Create a new Team with a single interface by going to Teams > Tasks > New Team. Select the desired interface (e.g. 40GbE) and give it a name. Once you create the Team, your IP configuration will be cleaned and your server's internet connection will be lost until the end of the process.
Select your Public interface for the private VLAN.
Go to Adapter and Interfaces and click on TASKS > Add Interface.
The first interface needs to have the VLAN ID 0 (zero) or Default.
Configure the specific VLAN and click OK.
The VLAN ID that you need to configure is the same displayed on your dashboard.
To add another VLAN interface on the same port, repeat step #4.
To assign an IP address to the new interface, click on Network Connections, and find the VLAN interface you have just added. Then, configure the IP similarly to any other interface.
You need to configure the VLAN 0 with your public IP.

You can configure any IP address in your private VLAN Ex. 10.10.10.1/24 and you don't need to configure a Gateway in the private interfaces.

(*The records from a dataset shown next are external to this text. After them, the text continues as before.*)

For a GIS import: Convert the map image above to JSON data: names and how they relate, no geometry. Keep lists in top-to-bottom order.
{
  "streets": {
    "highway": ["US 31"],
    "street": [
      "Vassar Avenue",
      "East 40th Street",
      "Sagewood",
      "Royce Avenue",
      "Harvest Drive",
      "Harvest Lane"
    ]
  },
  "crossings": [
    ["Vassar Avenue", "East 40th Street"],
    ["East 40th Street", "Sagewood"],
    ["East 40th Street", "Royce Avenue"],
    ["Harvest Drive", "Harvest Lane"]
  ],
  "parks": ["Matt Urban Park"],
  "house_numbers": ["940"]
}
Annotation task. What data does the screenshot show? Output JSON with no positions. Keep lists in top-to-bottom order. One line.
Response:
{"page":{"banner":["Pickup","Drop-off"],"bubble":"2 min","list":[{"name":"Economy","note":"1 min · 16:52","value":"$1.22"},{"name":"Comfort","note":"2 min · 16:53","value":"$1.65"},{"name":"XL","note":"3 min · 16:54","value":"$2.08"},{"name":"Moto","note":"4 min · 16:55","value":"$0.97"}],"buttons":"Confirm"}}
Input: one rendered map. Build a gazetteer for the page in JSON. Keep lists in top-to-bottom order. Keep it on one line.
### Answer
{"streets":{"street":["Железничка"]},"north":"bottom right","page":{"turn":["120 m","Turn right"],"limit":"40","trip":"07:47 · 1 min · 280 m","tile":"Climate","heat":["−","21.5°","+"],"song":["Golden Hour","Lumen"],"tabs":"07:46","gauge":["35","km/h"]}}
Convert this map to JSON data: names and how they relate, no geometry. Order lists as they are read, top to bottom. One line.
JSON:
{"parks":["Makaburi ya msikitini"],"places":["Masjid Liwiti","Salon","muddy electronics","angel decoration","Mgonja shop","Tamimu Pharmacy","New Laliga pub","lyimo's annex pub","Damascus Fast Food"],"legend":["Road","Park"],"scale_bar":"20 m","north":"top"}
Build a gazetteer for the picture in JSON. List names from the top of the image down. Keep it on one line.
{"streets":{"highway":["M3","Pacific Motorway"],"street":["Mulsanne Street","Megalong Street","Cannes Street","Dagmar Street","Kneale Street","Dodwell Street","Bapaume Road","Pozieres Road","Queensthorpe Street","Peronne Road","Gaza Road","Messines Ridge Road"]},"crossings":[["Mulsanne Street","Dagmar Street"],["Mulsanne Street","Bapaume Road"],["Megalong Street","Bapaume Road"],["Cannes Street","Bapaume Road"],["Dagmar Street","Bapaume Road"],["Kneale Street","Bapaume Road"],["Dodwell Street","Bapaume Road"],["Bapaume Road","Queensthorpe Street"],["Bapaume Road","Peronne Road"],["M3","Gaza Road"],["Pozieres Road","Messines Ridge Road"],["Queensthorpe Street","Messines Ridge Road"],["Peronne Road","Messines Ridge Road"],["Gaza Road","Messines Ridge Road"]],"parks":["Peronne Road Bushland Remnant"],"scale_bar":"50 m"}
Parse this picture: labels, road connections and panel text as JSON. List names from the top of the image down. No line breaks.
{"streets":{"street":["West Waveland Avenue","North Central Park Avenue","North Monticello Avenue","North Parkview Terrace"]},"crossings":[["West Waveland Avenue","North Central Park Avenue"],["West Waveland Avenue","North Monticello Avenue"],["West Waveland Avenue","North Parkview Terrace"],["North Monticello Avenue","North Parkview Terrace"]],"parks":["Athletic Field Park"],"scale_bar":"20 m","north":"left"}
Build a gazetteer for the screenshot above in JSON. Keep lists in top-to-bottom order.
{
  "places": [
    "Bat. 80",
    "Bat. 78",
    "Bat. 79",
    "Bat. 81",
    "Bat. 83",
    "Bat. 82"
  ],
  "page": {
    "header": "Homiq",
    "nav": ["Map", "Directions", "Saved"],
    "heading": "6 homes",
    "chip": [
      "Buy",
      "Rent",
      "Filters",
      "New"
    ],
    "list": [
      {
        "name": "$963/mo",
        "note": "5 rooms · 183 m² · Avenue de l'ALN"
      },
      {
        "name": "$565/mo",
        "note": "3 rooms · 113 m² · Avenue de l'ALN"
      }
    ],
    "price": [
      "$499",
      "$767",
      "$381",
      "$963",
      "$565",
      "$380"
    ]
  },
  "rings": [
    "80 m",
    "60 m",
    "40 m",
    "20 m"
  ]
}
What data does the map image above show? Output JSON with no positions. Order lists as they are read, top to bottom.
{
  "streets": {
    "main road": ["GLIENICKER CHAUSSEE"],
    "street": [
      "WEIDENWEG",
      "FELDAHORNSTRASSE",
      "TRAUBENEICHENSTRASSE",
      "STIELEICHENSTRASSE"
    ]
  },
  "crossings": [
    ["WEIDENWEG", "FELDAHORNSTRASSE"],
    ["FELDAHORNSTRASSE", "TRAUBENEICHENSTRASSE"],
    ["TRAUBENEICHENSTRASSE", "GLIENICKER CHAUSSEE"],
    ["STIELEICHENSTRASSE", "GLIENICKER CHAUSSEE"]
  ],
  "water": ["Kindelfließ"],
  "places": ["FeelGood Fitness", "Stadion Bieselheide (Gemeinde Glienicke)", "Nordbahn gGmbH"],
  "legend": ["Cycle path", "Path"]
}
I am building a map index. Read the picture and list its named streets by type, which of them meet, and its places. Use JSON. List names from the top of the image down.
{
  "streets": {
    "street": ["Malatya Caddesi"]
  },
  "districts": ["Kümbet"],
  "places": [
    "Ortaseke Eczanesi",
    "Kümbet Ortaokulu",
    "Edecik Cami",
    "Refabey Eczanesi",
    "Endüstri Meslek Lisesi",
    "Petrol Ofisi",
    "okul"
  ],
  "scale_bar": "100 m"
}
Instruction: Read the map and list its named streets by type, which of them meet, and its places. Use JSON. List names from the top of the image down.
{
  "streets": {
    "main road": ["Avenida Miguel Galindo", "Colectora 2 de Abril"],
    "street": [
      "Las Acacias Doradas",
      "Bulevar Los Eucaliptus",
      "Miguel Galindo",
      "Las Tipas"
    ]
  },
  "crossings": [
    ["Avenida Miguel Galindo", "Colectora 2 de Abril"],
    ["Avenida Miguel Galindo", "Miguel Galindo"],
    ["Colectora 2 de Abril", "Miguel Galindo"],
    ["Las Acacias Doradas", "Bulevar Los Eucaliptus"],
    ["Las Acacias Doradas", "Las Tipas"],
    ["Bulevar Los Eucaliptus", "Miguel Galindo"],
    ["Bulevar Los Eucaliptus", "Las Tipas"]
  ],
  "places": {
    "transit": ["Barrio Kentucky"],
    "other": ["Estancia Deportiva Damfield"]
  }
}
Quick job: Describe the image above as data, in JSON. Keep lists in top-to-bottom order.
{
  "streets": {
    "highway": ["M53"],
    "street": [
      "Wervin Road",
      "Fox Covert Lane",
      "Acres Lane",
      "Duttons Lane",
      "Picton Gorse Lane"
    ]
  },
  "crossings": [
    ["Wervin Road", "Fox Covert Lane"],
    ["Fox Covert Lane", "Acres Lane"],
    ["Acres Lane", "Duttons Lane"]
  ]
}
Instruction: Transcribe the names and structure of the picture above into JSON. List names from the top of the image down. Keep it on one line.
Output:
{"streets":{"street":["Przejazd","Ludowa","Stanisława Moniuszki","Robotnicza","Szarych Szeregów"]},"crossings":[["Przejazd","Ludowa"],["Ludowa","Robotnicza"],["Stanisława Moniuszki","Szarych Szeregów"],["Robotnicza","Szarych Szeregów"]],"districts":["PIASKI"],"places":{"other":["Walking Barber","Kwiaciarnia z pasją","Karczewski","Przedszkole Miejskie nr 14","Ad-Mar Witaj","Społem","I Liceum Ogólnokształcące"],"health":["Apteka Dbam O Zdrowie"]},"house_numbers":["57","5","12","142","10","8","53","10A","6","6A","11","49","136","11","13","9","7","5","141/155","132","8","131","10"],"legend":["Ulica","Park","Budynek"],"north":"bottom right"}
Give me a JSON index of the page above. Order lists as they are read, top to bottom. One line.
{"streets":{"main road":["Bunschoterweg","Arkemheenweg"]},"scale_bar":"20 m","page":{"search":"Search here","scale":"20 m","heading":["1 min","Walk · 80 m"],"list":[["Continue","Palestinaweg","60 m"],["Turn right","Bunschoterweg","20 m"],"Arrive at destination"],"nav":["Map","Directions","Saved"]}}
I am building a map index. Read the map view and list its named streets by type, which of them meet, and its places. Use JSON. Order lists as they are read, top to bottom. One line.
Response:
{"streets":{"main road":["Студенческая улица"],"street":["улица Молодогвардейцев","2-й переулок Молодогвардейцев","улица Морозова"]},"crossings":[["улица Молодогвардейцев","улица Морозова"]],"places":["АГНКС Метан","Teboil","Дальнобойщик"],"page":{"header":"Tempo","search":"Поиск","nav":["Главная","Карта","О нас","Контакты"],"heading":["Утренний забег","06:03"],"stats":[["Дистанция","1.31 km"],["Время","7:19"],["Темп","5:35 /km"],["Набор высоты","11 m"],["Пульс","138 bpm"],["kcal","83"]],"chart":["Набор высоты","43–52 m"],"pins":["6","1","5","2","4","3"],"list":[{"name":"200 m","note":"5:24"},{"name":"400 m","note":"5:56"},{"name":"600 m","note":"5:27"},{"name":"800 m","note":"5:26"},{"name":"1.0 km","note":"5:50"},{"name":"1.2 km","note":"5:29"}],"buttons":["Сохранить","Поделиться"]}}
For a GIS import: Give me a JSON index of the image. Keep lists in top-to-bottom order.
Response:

Gateway information is only mandatory for ' Public' Interfaces.

Let's say you created three VLAN interfaces (VLANs 1,2,3) on the teaming interface and add three IP addresses, here is what you should see on the Server Manager window:

Troubleshooting

If you try to configure multiple VLANs, make sure that the value of the VLAN ID field in the properties Advanced tab is equal to 0.
Do not configure the primary virtual interface with the VLAN ID, as it needs to be on its default configuration (VLAN ID 0). When the port configuration is set up to native VLAN, do not change this VLAN configuration.

Ubuntu

This is mandatory for all Ubuntu versions.

Load the 8021q module into the kernel.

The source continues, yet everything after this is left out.